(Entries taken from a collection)
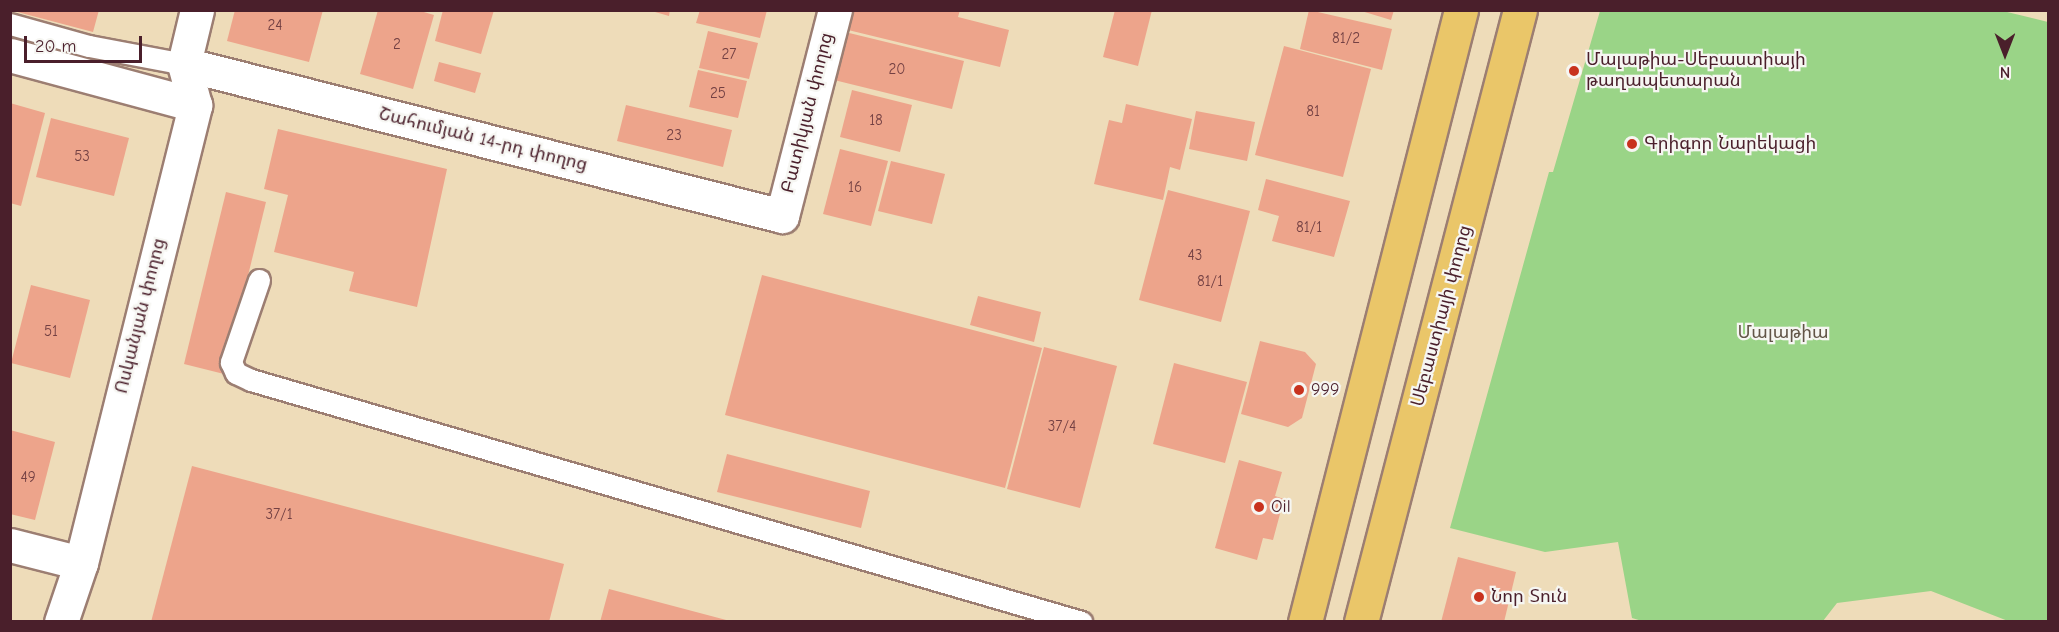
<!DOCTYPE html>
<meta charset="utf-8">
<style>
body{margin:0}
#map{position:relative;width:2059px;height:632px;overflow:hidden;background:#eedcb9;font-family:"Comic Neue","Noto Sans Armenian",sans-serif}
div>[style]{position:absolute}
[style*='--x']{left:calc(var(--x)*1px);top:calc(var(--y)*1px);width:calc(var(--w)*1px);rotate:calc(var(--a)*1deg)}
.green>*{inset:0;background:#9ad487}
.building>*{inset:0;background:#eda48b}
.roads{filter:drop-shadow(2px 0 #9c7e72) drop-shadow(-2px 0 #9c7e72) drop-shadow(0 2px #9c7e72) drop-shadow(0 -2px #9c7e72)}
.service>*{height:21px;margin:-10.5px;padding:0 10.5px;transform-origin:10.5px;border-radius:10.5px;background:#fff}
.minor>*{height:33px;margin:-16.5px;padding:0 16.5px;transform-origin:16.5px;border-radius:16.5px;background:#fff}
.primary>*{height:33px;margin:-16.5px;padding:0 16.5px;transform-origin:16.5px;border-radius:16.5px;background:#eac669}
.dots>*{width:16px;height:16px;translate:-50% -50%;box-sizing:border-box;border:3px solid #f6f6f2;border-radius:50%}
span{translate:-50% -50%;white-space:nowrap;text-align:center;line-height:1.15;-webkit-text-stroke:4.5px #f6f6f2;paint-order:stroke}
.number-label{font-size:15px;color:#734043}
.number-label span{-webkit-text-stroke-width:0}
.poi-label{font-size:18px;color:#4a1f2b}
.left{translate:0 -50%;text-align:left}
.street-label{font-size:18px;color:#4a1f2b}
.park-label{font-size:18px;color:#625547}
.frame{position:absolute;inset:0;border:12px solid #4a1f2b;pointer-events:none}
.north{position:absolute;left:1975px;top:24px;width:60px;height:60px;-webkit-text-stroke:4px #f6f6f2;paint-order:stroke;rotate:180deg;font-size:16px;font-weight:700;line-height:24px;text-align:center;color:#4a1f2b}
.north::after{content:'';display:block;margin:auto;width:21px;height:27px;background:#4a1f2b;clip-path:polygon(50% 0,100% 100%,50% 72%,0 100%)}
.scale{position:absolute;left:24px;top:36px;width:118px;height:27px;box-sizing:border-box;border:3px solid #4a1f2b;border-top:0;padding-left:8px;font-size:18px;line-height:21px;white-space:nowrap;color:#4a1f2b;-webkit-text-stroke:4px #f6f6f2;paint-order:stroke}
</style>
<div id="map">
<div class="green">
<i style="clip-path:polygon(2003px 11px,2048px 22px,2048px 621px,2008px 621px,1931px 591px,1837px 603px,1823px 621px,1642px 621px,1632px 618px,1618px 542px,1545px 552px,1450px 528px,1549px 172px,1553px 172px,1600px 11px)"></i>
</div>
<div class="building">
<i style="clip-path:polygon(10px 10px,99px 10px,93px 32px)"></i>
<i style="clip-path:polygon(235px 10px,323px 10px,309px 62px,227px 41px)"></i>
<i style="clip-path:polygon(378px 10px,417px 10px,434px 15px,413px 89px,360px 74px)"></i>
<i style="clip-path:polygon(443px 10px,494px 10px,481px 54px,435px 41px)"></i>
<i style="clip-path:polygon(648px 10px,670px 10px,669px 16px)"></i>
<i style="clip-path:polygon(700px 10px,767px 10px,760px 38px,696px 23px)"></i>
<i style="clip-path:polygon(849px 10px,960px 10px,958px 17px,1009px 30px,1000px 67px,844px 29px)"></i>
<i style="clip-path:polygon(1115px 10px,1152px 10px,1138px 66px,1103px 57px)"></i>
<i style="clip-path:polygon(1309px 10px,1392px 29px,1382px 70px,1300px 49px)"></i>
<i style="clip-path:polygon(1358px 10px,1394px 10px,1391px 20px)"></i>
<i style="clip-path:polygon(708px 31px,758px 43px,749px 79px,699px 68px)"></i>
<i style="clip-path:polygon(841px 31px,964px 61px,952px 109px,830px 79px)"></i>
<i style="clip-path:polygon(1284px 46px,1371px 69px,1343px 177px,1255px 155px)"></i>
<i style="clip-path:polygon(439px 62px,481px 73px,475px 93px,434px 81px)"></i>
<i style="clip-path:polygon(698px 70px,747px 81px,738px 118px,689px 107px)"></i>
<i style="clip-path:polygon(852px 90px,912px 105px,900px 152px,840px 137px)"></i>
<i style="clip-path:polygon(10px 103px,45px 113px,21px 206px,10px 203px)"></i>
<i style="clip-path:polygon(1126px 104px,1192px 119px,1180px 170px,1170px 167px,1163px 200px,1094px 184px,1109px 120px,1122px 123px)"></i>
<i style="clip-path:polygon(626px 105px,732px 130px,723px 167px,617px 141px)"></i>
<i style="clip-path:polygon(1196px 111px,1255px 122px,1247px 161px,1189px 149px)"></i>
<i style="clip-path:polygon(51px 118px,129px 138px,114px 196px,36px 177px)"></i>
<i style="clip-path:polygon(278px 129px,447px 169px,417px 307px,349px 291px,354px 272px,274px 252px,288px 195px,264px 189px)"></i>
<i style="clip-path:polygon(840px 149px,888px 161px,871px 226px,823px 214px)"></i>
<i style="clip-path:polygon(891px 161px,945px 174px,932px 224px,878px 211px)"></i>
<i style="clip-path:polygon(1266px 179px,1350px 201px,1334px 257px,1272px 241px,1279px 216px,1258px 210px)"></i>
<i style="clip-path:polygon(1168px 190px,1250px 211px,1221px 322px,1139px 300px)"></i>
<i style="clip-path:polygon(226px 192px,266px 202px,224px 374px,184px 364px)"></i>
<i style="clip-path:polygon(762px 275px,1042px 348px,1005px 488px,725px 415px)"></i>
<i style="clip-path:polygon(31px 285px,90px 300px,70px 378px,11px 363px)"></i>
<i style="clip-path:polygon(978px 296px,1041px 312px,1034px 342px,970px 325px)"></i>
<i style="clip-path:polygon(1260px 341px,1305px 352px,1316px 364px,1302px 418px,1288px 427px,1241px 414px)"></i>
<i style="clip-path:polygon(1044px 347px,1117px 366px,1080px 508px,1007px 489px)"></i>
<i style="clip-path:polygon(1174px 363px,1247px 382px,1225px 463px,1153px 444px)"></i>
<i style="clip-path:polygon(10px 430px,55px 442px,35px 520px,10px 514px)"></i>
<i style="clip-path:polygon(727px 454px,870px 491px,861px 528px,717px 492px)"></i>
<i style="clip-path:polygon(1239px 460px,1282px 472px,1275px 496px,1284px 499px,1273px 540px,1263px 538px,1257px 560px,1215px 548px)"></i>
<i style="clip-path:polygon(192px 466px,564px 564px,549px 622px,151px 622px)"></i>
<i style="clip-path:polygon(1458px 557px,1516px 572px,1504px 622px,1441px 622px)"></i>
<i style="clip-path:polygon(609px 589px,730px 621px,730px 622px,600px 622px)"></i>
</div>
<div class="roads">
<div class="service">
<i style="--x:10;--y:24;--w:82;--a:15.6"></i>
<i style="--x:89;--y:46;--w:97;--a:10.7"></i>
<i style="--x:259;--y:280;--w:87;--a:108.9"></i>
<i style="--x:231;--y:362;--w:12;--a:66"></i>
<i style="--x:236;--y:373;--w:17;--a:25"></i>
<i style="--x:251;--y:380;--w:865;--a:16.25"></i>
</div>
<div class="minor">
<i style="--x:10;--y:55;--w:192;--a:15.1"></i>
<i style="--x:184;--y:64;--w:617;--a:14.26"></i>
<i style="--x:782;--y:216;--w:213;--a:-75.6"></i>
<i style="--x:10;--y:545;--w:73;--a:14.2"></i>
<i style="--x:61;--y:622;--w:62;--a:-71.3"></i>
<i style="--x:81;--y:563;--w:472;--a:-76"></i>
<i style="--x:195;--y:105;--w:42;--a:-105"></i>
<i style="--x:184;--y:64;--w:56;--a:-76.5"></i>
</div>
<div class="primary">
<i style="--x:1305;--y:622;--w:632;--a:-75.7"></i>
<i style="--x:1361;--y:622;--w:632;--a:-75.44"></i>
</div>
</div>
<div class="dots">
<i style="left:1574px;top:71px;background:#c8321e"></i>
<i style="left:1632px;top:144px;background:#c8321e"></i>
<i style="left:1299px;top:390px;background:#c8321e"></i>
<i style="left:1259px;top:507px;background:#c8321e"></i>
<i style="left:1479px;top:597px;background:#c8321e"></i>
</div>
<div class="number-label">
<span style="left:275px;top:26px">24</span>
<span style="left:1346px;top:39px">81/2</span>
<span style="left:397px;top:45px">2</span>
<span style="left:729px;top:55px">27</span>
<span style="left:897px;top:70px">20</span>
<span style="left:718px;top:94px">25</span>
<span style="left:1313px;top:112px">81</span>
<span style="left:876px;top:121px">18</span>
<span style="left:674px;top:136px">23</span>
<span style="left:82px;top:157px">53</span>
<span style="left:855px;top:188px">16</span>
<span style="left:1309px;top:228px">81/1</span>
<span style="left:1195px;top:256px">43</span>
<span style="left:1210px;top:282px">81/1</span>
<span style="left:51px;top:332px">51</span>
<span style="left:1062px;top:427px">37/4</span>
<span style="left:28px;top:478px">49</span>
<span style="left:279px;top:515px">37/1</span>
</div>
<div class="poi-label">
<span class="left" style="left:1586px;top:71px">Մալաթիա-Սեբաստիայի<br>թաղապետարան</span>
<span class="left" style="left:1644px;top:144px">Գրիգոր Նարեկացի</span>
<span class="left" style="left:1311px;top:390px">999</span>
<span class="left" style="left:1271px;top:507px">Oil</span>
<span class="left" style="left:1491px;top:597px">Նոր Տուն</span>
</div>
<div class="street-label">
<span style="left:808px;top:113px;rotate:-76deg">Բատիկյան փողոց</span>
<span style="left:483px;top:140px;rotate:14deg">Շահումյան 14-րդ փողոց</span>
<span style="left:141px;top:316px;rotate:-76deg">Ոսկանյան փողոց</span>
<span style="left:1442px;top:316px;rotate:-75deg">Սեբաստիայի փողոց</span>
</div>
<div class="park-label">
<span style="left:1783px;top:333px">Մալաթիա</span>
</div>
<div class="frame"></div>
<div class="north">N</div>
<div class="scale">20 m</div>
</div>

| WORK INSTRUCTIONS |
Copy nothing but the lines from the top of the data down to the line containing "0 #9c7e72) drop-shadow(-2px", and leave the pictures out.

| REPLY TO THE TASK |
<!DOCTYPE html>
<meta charset="utf-8">
<style>
body{margin:0}
#map{position:relative;width:2059px;height:632px;overflow:hidden;background:#eedcb9;font-family:"Comic Neue","Noto Sans Armenian",sans-serif}
div>[style]{position:absolute}
[style*='--x']{left:calc(var(--x)*1px);top:calc(var(--y)*1px);width:calc(var(--w)*1px);rotate:calc(var(--a)*1deg)}
.green>*{inset:0;background:#9ad487}
.building>*{inset:0;background:#eda48b}
.roads{filter:drop-shadow(2px 0 #9c7e72) drop-shadow(-2px 0 #9c7e72) drop-shadow(0 2px #9c7e72) drop-shadow(0 -2px #9c7e72)}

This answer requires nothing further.